Laurent Hoebrechts
Laurent Hoebrechts Journaliste musique

Souvent loin des crispations parisiennes, Marseille a toujours joué en première division du rap français. Exemple avec les Psy4 de la Rime.

Novembre 2007. Alors que de nouvelles émeutes allument les banlieues parisiennes, Marseille reste étonnamment tranquille. Au point de susciter la curiosité d’un journaliste du New York Times, qui se rend sur place. Comment expliquer le calme d’une ville à la réputation exubérante? Grâce à sa scène rap, avance l’article publié dans le prestigieux quotidien. Parmi les intervenants, les Psy4 de la Rime, formés dans les quartiers nord en 95.  » On a vu l’article, explique Soprano, un des trois rappeurs . Mais comme on ne maîtrise pas l’anglais, on n’a pas tout compris. Sya Styles (Ndlr: le DJ du groupe, d’origine marocaine, les trois autres membres étant d’origine comorrienne) nous a un peu traduit son contenu.  »

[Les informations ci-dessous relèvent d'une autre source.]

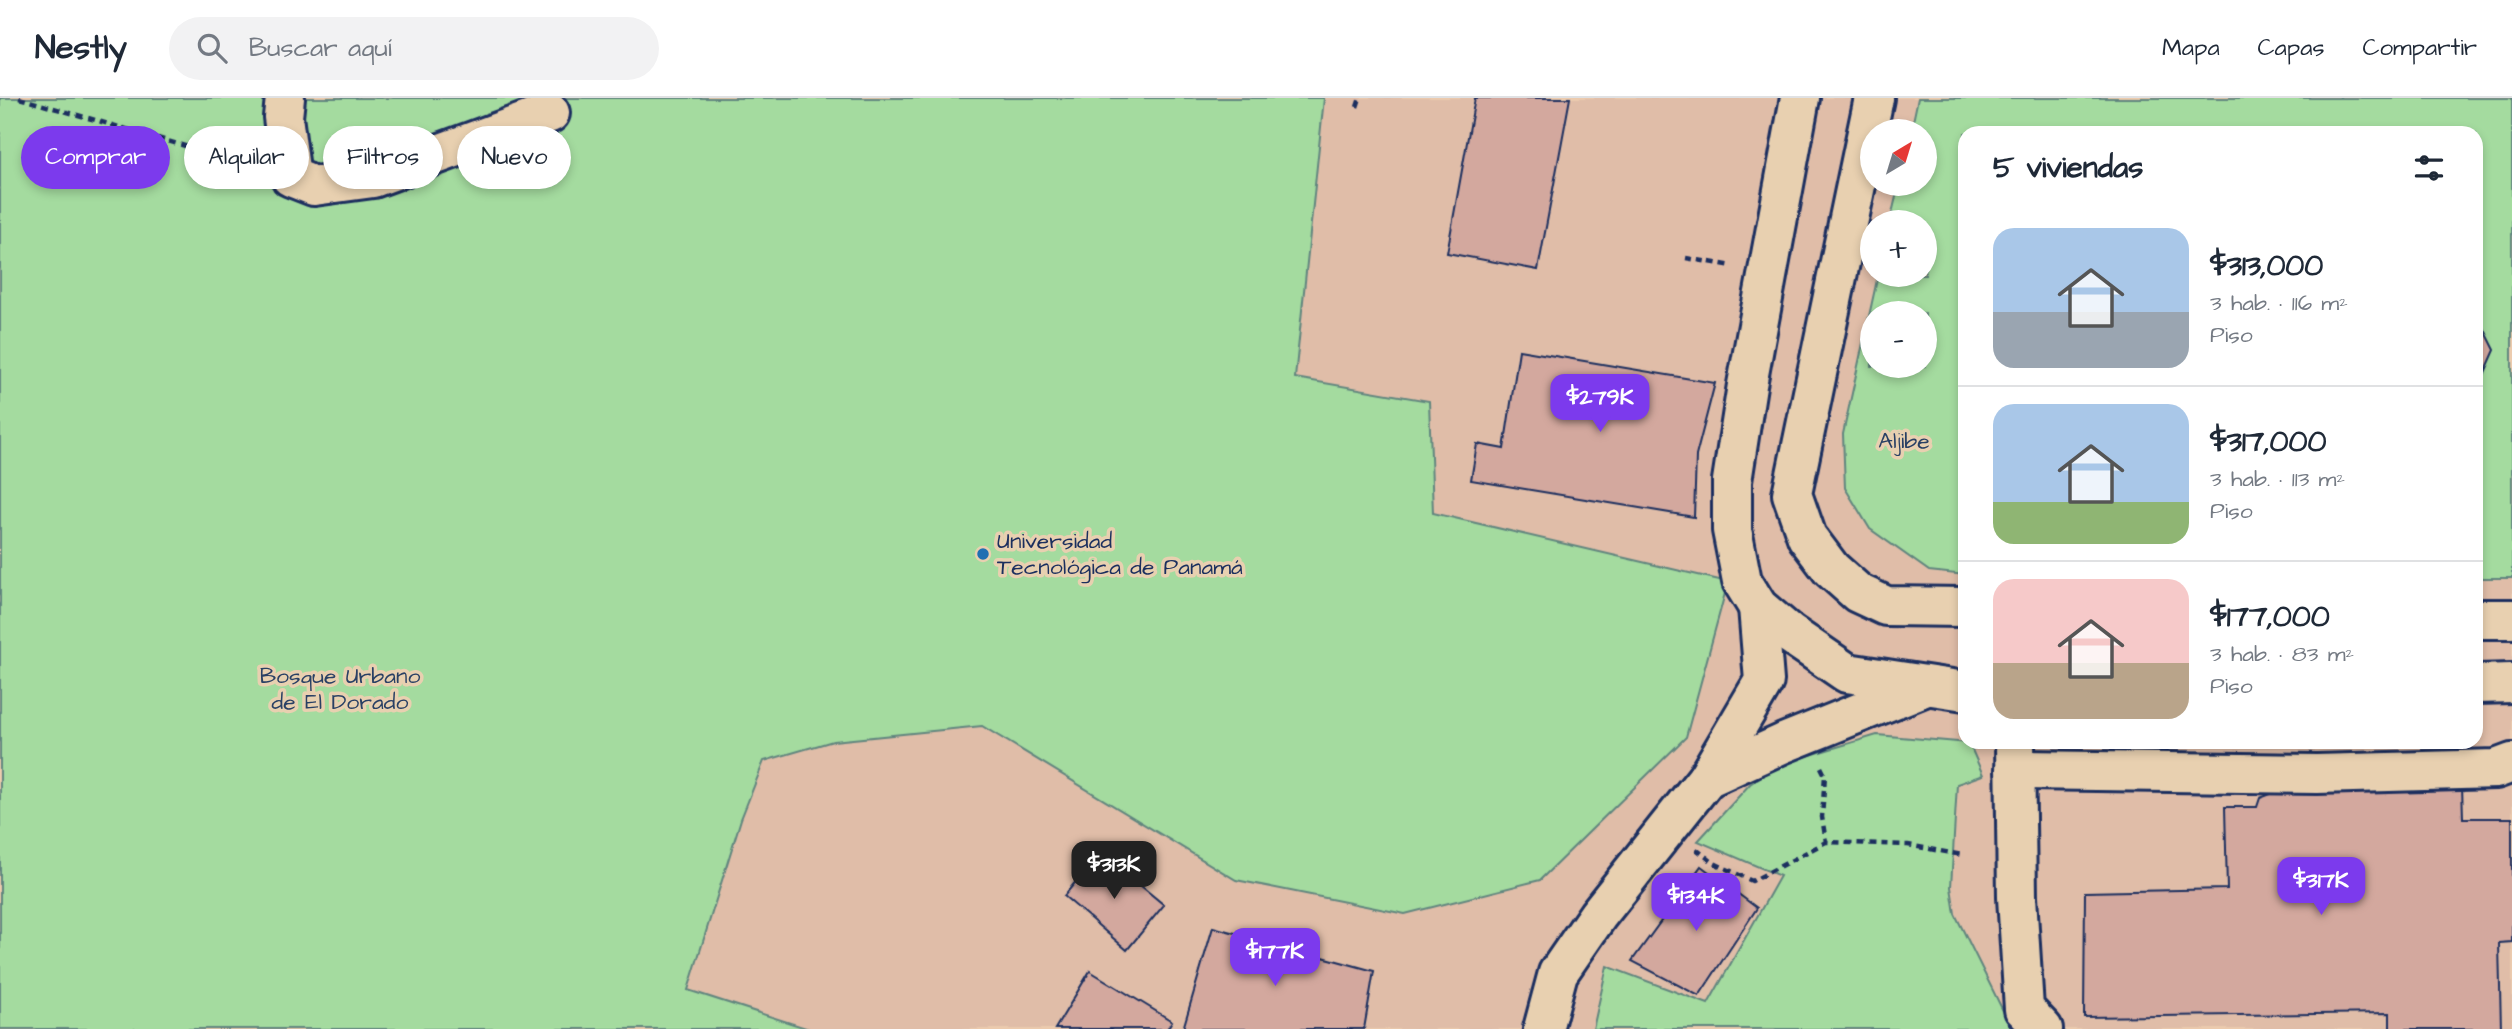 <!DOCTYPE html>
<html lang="es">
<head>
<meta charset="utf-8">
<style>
	:root { --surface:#fff; --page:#f2f2f3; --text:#1f2937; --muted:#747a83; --line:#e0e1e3; --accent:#7c3aed }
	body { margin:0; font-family:"Architects Daughter",sans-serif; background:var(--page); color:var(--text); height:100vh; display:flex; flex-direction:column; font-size:26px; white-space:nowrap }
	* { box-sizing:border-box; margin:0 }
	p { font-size:23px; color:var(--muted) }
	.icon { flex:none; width:38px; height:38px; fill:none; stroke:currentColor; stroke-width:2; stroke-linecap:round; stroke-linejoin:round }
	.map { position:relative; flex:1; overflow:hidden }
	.details { position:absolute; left:1958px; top:28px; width:525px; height:623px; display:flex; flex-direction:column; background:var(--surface); border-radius:21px; box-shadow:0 4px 10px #0003 }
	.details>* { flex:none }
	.top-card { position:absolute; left:21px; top:28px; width:665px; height:63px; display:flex; gap:14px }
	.needle { width:46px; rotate:38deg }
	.fabs { position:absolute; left:1860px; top:21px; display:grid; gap:14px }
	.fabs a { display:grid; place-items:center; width:77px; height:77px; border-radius:50%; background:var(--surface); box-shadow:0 4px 10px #0003; font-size:35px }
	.price { position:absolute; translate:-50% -60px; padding:0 16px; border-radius:14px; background:var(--accent); color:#fff; font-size:23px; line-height:46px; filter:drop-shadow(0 2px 4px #0008) }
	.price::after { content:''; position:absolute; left:50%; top:42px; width:21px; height:16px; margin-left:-10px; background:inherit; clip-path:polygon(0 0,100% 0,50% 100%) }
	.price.selected { background:#222; color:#fff }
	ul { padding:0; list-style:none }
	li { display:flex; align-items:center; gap:21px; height:175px; padding:0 35px }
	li+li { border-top:2px solid var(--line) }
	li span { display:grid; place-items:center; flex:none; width:196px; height:140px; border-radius:21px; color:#555 }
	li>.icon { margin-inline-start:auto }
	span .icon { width:84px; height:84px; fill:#fffc; stroke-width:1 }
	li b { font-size:30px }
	h2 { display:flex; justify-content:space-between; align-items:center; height:84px; padding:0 35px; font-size:30px }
	.pill { padding:0 24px; border-radius:32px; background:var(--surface); box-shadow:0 4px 10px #0003; font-size:24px; line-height:63px }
	.pill.selected { background:var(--accent); color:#fff }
	header { display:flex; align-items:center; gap:42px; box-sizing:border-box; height:98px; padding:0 35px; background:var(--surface); border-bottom:2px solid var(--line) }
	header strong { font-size:33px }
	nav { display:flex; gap:38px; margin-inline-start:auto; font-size:24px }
	.search { width:490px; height:63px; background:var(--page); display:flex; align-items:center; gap:18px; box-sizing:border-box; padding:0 24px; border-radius:38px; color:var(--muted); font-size:26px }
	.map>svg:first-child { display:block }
	.built { fill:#e0bda8; fill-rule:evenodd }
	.green { fill:#a4db9f; stroke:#60857e; stroke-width:2; fill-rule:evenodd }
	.building { fill:#d3a89e; stroke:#1b2f5e; stroke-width:2 }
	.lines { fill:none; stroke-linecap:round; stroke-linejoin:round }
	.minor-casing { stroke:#1b2f5e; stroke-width:44 }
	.path { stroke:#1b2f5e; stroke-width:4.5; stroke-dasharray:7 5; stroke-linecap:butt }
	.minor { stroke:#e8d0b0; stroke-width:38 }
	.poi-dot { fill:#1f6fb2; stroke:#e8d0b0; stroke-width:2.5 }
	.labels { text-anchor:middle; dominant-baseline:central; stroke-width:7; stroke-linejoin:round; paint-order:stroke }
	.park-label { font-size:23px; fill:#294064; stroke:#e8d0b0 }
	.poi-label { font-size:23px; fill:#1b2f5e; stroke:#e8d0b0; text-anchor:start }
</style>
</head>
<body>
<header>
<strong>Nestly</strong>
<div class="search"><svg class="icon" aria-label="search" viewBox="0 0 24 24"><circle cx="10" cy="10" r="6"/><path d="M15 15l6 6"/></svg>Buscar aquí</div>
<nav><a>Mapa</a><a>Capas</a><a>Compartir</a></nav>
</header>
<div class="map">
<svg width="2512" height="931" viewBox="0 0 2512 931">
	<rect width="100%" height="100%" fill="#eccbae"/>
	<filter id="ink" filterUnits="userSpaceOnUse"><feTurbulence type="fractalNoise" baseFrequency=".0143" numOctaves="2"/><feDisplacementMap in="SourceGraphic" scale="14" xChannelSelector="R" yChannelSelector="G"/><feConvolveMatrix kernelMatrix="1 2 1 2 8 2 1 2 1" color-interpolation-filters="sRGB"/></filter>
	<g filter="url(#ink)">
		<path class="built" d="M0,0h2512v931h-2512zM1872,33h53v53h-53zM1965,35h511v609h-511zM1872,124h53v53h-53zM1872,215h53v53h-53z"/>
		<g class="green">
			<polygon points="0,0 1324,0 1295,280 1429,303 1433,415 1728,484 1686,639 1540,782 1405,816 1236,782 982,628 833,643 764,663 741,721 688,892 809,931 0,931"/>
			<path d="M1918,0h594v480h-36v-445h-511v442l-36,-4 -59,-42 -25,-41 -2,-54 35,-159h47v-53h-35l9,-38h26v-53h-14zM1872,215h53v53h-53z"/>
			<polygon points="1877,637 1969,645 1983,677 1957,686 1951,789 1955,816 2012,931 1593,931 1607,868 1708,906 1780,778 1698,743 1750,686 1777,667"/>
		</g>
		<g class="building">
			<polygon points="1475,0 1570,0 1538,172 1447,155"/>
			<polygon points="2476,225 2483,228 2495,252 2483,279 2476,283"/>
			<polygon points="1519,252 1715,285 1696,358 1694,419 1471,382 1477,346 1504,351"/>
			<polygon points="2462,687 2463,720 2512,720 2512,844 2499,845 2501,931 2390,931 2390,915 2084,919 2085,794 2227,791 2225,709 2257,709 2260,700 2287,690"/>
			<polygon points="1100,754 1164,807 1127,852 1064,798"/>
			<polygon points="1701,768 1757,810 1699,898 1632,863"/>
			<polygon points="1213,829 1374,873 1364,931 1183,931"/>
			<polygon points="1090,873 1172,923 1167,931 1055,931"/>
		</g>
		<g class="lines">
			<g class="minor-casing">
				<g id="minor">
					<polyline points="285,0 283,19 291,79 314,88 373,80 550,15"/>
					<polyline points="1800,0 1747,287 1732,383 1732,432 1742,483 1758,509 1790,536 1847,575 1965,593"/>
					<polyline points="1874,0 1792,396 1807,439 1831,471 1858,495 1886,508 1965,509"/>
					<polyline points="2476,521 2512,521"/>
					<polyline points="2476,586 2512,585"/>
					<polyline points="2015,644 2017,799 2024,911 2043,931"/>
					<polyline points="2015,672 2317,676 2496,671 2512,665"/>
					<polyline points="1707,680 1784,645 1926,588"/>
					<polyline points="1543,931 1558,875 1598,817 1707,680 1764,583 1758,509"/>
				</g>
			</g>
			<g class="path">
				<polyline points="19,0 254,68"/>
				<polyline points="1357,9 1360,0"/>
				<polyline points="1686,160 1733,168"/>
				<polyline points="1821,669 1825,677 1822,719 1826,744"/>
				<polyline points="1696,751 1714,765 1752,783 1826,744 1908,747 1962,757"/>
			</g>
			<use href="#minor" class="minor"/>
		</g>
	</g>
	<circle class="poi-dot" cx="983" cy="456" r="7"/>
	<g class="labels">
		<g class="park-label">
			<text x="1904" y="343">Aljibe</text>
			<text x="340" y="578">Bosque Urbano<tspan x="340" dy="26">de El Dorado</tspan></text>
		</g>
		<g class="poi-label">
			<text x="997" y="443">Universidad<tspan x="997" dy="26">Tecnológica de Panamá</tspan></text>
		</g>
	</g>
</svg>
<div class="fabs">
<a><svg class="needle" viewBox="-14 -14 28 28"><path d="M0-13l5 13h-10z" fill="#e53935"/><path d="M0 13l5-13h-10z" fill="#747a83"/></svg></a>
<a>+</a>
<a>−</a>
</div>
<b class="price" style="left:1600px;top:336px">$279K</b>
<b class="price selected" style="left:1114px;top:803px">$313K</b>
<b class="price" style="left:2321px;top:819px">$317K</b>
<b class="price" style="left:1696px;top:835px">$134K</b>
<b class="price" style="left:1275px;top:890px">$177K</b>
<div class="top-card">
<a class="pill selected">Comprar</a>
<a class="pill">Alquilar</a>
<a class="pill">Filtros</a>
<a class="pill">Nuevo</a>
</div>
<section class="details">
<h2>5 viviendas<svg class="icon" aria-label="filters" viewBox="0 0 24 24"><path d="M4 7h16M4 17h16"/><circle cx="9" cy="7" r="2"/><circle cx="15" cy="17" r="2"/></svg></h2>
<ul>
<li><span style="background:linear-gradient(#a9c7e8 60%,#9aa5b1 0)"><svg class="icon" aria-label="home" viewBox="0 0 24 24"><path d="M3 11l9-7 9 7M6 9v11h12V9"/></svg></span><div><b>$313,000</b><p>3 hab. · 116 m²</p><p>Piso</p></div></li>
<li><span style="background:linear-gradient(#a9c7e8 70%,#8fb573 0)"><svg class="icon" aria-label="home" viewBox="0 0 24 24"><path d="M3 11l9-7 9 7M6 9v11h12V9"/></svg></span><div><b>$317,000</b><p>3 hab. · 113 m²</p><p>Piso</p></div></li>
<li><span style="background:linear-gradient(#f6c9c9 60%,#b9a48a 0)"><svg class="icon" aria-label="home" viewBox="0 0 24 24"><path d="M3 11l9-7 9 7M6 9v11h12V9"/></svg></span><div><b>$177,000</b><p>3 hab. · 83 m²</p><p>Piso</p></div></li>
</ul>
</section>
</div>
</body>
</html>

Une chose est sûre: la planète Marseille a toujours eu une place à part dans l’univers hip-hop hexagonal.  » A Marseille, on a le beau temps. Ça n’a l’air de rien, mais un brin de soleil dès le matin, ça change votre journée. Je comprends qu’à Paris, ils soient toujours énervés.  » Vincenzo prolonge:  » Il y a ce côté bled aussi. Quand vous marchez dans la rue, vous retrouvez un peu d’Algérie, un peu des Comorres… C’est une richesse qui aide les gens à vivre ensemble, à ne pas se tirer dessus ou à tout brûler.  »

Travailler plus…

Au printemps dernier – le 26 mai précisément, date anniversaire de la victoire européenne de l’OM, en 93 -, le quatuor a sorti son troisième album, Les Cités d’Or. Un disque à écouter le matin, avant de partir travailler, expliquent-ils sur leur MySpace…  » C’est un clin d’£il ironique à la phrase de Sarko: travailler plus pour gagner plus, note Soprano. Mes parents ne l’ont pas attendu pour ça. Ils avaient chacun deux boulots. De fait, ils travaillaient plus! Je ne sais pas s’ils gagnaient plus…  » Par ailleurs, l’hyper président est finalement assez peu présent dans les textes des Marseillais.  » Ce n’est pas que la politique ne nous intéresse pas, argumente Sya Styles . Mais arrive un moment où, que vous alliez voter ou non, vous avez le sentiment que cela ne changera rien. Notre condition ne change qu’à partir du moment où l’on se prend en main. Cela dit, qu’on l’aime ou pas, Sarko est quand même le premier président depuis 30 ans qui fait de la politique. Il a ses idées, nous les nôtres, mais il fait son job.  »

Sur Les Cités d’Or, les Psy4 de la Rime se sont offert le flow de l’Américain Nate Dogg. Une figure emblématique du rap G-funk des années 90. Mais un inconnu pour une grande partie du public rap français.  » On est un peu entre deux générations, constate Alonzo . Les jeunes aujourd’hui, c’est le rap français, point barre. Parce qu’il est déjà tout fait, avec ses stars. Pourquoi aller chercher ailleurs? Tout est là.  » Soprano bondit:  » Maintenant, les gars n’en ont plus rien à faire du break-dance, du graffiti… toutes ces autres disciplines du hip-hop. Un exemple: on est un des derniers groupes à avoir encore un DJ. Ce n’est pas normal! » Le syndrome d’un rap français autosuffisant?

Les Cités d’Or, Universal.En concert, complet, le 17/12, à l’Ancienne Belgique, Bruxelles.